= PROVIDED DATA =
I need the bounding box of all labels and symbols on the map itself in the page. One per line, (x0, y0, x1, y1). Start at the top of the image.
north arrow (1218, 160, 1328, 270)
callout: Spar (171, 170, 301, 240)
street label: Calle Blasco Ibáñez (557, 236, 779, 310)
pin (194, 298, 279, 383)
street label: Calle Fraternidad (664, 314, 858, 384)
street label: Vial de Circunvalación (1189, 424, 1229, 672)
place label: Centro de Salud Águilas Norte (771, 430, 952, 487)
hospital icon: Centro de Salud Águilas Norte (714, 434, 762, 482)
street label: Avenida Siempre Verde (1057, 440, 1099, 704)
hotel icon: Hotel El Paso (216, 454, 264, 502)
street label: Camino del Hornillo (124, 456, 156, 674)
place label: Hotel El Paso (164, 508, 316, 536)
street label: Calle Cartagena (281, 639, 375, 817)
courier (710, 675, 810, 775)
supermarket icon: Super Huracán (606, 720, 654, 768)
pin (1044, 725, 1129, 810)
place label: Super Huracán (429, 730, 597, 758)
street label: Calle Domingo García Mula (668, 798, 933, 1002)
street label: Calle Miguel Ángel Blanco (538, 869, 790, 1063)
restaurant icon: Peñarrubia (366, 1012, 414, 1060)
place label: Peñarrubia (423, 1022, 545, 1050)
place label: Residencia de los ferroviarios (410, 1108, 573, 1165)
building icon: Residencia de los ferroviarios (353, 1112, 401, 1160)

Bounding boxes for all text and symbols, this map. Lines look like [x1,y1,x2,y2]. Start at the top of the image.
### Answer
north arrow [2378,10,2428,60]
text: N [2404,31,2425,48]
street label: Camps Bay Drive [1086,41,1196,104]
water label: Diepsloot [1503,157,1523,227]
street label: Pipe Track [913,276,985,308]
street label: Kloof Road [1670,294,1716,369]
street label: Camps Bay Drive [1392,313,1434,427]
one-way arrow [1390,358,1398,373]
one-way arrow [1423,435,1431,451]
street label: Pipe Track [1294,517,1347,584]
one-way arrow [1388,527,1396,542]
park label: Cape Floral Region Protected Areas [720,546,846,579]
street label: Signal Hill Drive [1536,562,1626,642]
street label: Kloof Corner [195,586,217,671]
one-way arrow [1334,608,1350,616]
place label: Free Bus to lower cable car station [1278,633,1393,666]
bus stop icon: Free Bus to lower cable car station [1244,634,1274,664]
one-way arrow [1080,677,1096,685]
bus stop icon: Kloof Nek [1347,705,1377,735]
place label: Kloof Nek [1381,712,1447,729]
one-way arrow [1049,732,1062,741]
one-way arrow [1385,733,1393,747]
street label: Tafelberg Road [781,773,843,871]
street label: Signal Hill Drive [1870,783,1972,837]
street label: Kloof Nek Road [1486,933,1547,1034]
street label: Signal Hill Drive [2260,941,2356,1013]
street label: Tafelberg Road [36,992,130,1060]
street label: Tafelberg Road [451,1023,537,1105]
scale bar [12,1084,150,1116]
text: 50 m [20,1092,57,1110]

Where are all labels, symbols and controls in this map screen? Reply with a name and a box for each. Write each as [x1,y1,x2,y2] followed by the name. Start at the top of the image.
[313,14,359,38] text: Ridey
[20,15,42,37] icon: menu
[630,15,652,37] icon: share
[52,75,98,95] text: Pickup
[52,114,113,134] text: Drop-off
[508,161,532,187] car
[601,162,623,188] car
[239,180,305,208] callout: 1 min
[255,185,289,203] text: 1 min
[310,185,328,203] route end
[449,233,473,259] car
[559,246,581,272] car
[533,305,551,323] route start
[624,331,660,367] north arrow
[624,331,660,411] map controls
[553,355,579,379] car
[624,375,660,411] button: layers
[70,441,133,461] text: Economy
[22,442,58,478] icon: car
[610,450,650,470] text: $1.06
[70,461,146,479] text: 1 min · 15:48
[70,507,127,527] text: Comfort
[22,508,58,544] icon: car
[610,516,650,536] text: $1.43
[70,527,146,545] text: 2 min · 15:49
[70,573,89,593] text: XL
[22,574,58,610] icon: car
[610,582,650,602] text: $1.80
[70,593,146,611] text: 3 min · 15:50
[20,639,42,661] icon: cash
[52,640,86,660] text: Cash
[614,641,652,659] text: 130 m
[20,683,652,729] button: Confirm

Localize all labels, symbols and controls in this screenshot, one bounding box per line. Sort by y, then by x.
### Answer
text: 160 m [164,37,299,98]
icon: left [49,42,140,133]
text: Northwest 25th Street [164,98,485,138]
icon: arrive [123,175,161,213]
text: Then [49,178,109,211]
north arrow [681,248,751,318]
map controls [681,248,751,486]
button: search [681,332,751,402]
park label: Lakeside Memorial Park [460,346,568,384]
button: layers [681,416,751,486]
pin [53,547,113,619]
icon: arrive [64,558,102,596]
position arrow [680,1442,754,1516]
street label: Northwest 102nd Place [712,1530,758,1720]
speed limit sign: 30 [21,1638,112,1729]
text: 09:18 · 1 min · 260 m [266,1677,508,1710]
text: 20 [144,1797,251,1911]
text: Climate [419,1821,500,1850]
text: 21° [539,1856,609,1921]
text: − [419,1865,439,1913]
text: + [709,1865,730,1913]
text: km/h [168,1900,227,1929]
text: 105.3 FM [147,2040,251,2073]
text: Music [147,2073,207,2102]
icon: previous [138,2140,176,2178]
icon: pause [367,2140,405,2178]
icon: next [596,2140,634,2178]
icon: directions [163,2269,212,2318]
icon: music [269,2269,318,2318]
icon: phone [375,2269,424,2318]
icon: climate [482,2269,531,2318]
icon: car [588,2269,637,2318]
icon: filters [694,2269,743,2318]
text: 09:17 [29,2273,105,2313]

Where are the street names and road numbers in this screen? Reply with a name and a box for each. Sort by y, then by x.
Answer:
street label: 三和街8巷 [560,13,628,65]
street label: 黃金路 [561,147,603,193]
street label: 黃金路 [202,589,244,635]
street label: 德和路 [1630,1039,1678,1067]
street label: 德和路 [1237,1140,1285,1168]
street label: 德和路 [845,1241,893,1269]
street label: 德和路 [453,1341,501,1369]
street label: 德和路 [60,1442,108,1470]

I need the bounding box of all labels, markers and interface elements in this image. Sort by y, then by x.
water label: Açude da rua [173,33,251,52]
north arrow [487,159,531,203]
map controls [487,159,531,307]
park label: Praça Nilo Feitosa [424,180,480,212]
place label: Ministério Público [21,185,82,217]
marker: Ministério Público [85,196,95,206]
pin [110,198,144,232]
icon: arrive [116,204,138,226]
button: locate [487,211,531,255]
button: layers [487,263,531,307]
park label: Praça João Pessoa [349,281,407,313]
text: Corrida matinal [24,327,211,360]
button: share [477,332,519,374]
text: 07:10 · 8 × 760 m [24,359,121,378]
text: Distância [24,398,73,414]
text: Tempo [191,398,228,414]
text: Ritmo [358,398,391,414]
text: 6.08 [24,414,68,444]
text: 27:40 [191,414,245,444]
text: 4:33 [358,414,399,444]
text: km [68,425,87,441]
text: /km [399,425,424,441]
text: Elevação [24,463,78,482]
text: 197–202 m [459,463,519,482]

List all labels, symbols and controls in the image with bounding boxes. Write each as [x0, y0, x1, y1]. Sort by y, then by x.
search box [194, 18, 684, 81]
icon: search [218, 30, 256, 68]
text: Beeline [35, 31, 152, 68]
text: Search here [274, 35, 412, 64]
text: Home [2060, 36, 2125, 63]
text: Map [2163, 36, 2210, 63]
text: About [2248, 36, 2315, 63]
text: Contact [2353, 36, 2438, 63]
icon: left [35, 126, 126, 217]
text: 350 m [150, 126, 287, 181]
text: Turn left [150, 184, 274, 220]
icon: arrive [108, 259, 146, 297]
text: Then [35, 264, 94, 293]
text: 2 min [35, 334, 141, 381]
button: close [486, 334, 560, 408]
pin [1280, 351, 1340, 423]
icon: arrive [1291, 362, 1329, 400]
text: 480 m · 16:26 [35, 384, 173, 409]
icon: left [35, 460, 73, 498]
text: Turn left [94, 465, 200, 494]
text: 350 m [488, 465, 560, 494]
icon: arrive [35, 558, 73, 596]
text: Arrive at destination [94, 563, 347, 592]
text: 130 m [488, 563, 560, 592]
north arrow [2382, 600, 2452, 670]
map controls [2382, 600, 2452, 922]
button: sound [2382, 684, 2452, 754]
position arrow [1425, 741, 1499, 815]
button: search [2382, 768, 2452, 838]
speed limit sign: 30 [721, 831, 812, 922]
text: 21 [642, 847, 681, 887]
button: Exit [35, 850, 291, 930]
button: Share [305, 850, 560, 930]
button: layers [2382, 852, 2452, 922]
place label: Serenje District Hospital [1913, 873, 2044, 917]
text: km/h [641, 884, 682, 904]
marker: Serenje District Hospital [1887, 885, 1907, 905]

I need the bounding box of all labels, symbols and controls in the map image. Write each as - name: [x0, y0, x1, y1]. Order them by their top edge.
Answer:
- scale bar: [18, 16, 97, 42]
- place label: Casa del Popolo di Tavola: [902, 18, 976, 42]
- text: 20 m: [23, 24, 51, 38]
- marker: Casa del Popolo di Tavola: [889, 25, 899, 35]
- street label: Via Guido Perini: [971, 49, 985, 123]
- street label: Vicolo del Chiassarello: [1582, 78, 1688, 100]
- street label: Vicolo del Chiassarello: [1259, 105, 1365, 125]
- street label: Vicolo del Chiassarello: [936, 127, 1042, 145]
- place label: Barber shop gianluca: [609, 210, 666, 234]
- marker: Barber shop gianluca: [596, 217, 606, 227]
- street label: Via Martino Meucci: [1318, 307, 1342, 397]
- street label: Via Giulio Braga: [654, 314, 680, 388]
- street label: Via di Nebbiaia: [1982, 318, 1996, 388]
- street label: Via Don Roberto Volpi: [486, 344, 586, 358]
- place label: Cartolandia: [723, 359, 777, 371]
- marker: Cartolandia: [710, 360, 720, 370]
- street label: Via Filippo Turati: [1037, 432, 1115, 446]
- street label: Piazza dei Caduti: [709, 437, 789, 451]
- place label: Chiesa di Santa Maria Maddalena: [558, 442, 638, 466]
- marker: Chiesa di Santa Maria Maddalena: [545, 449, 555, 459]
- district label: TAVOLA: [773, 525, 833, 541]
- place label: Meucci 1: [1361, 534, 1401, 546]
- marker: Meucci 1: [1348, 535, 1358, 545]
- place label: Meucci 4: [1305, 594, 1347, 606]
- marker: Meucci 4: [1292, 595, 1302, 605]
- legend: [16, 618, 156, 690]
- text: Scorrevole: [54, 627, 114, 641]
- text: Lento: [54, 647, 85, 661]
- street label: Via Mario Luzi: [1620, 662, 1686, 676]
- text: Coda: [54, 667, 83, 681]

= REQUIREMENT =
In the listing above, find each line containing "Northwest" and copy it.

= SOLUTION FOR THIS PROBLEM =
text: Northwest 25th Street [164,98,485,138]
street label: Northwest 102nd Place [712,1530,758,1720]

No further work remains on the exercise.